Is anybody concerned even a little bit yet?

Given the current state of euphoria, brought on by Fed and government manipulation of the money supply and other emergency measures, very few are paying attention to March 2021 and its potential to join previous March market-crash-superstars of history.

Many reading this will jump to the conclusion that, since March 2020 was a “pandemic induced crash” and we are “near the end of the worst of the pandemic” that all of this historical data can be waved aside with the usual retort “this time is different”.

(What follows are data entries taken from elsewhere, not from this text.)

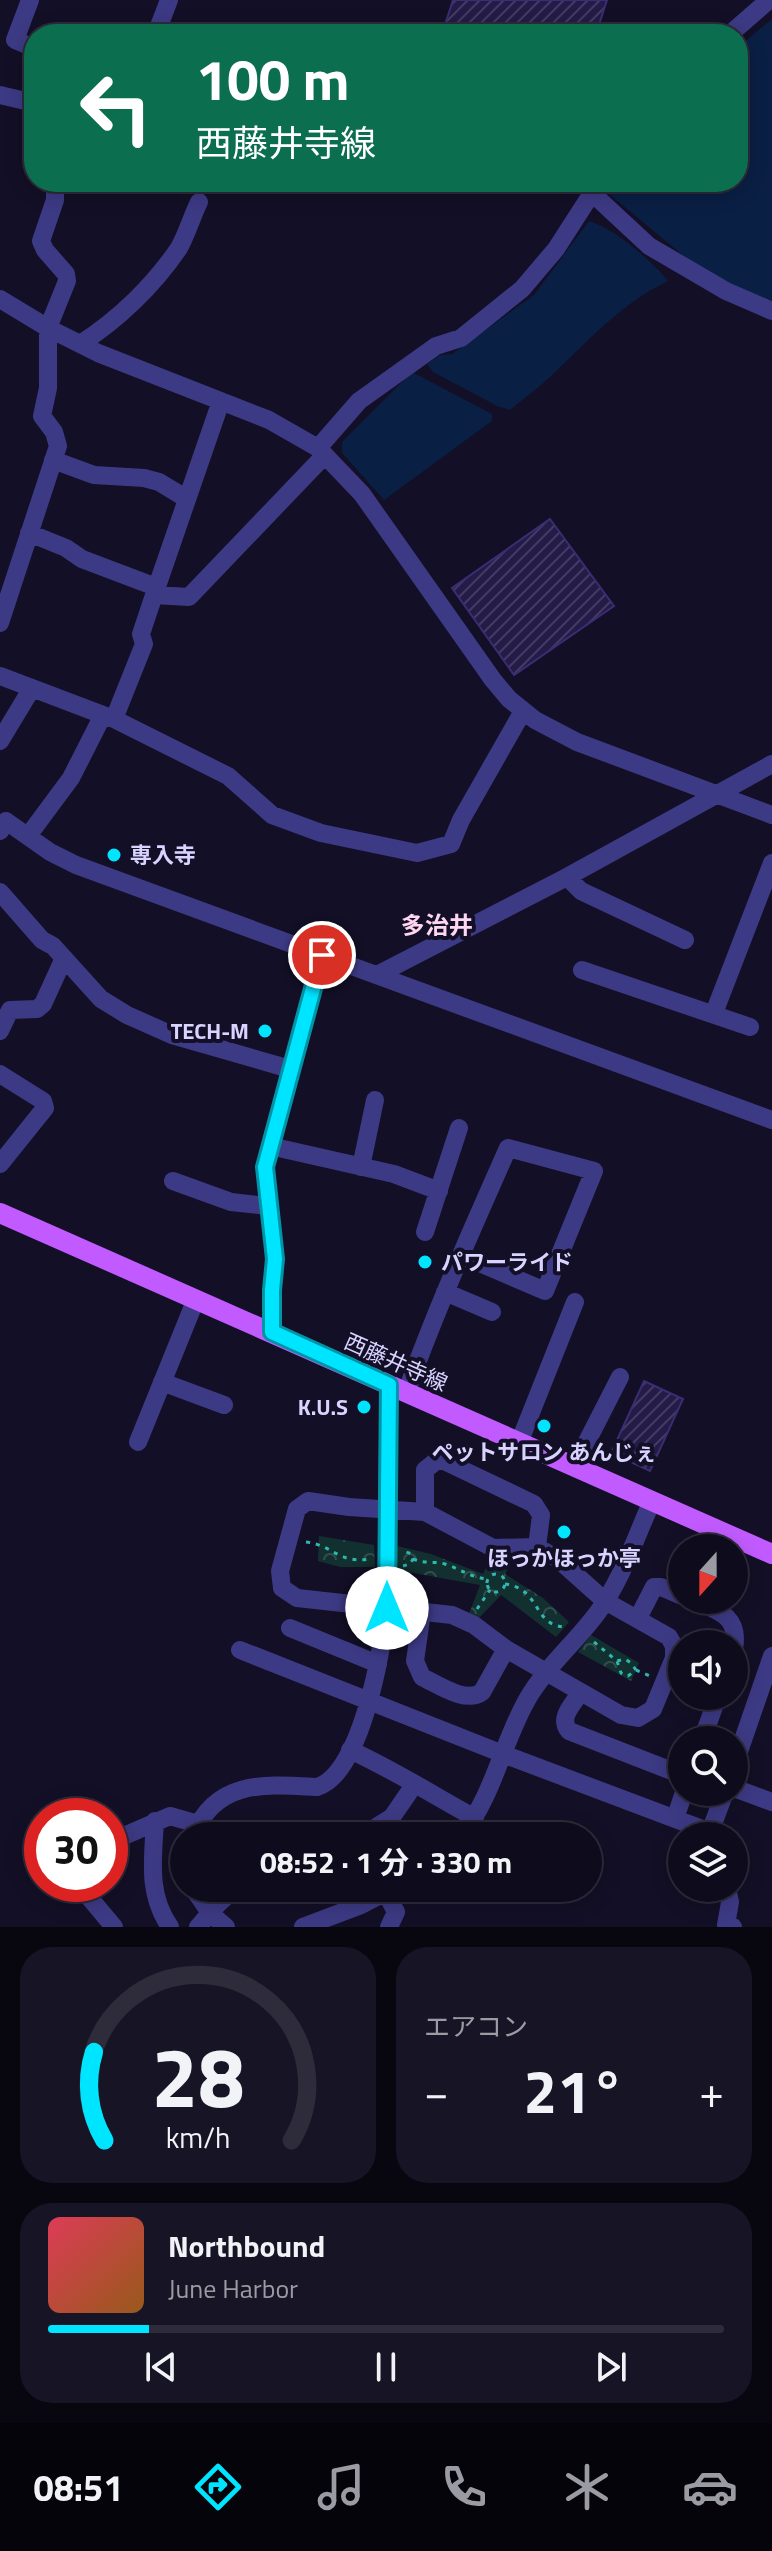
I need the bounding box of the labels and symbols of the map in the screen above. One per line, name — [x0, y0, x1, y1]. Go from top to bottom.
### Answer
place label: 専入寺 — [130, 838, 196, 872]
marker: 専入寺 — [105, 846, 123, 864]
district label: 多治井 — [401, 907, 473, 943]
pin — [288, 921, 356, 989]
place label: TECH-M — [171, 1014, 249, 1048]
marker: TECH-M — [256, 1022, 274, 1040]
place label: パワーライド — [441, 1245, 573, 1279]
marker: パワーライド — [416, 1253, 434, 1271]
street label: 西藤井寺線 — [339, 1324, 453, 1400]
place label: K.U.S — [298, 1390, 348, 1424]
marker: K.U.S — [355, 1398, 373, 1416]
marker: ペットサロン あんじぇ — [535, 1417, 553, 1435]
place label: ペットサロン あんじぇ — [432, 1435, 656, 1469]
marker: ほっかほっか亭 — [555, 1523, 573, 1541]
north arrow — [668, 1534, 748, 1614]
place label: ほっかほっか亭 — [487, 1541, 641, 1575]
position arrow — [345, 1566, 429, 1650]
speed limit sign: 30 — [24, 1798, 128, 1902]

A very typical current headline will read something along the lines of: “The Market might See weakness in 10 to 24 months after huge rally continues”. In other words, the idea that anything like a crash could happen before the end of 2021 is rarely even considered.

This is due to the mistaken feeling that there is a guarantee that, first, the pandemic will soon end, or at least die down to more manageable levels, and that businesses will boom as a result of the removal of the pandemic as a negative factor.

This pre-supposes a connection between stock market prices and general overall business prosperity, with no time lag, and further a kind of immunity to the same idea when business are struggling (such as during the last 12 months).

Somehow, the nearly all pervasive feeling is that a booming (bubble) market is just fine, and will be inevitably be followed by an even bigger boom when the “rational” underlying “fundamentals” present a more fitting backdrop. Meanwhile, back in the realm of reality, irrational and herd based bubble-boom such as is currently ocurring has rarely been seen. And never without a subsequent crash.

Those aware of history would be wise to factor in the probability that the current generally accepted “wisdom” is little more than wishful fantasy shrouded in a veil of ignorance. And that March (or October) will more likely bring yet another surprise that “no one saw coming” simply because no one looked.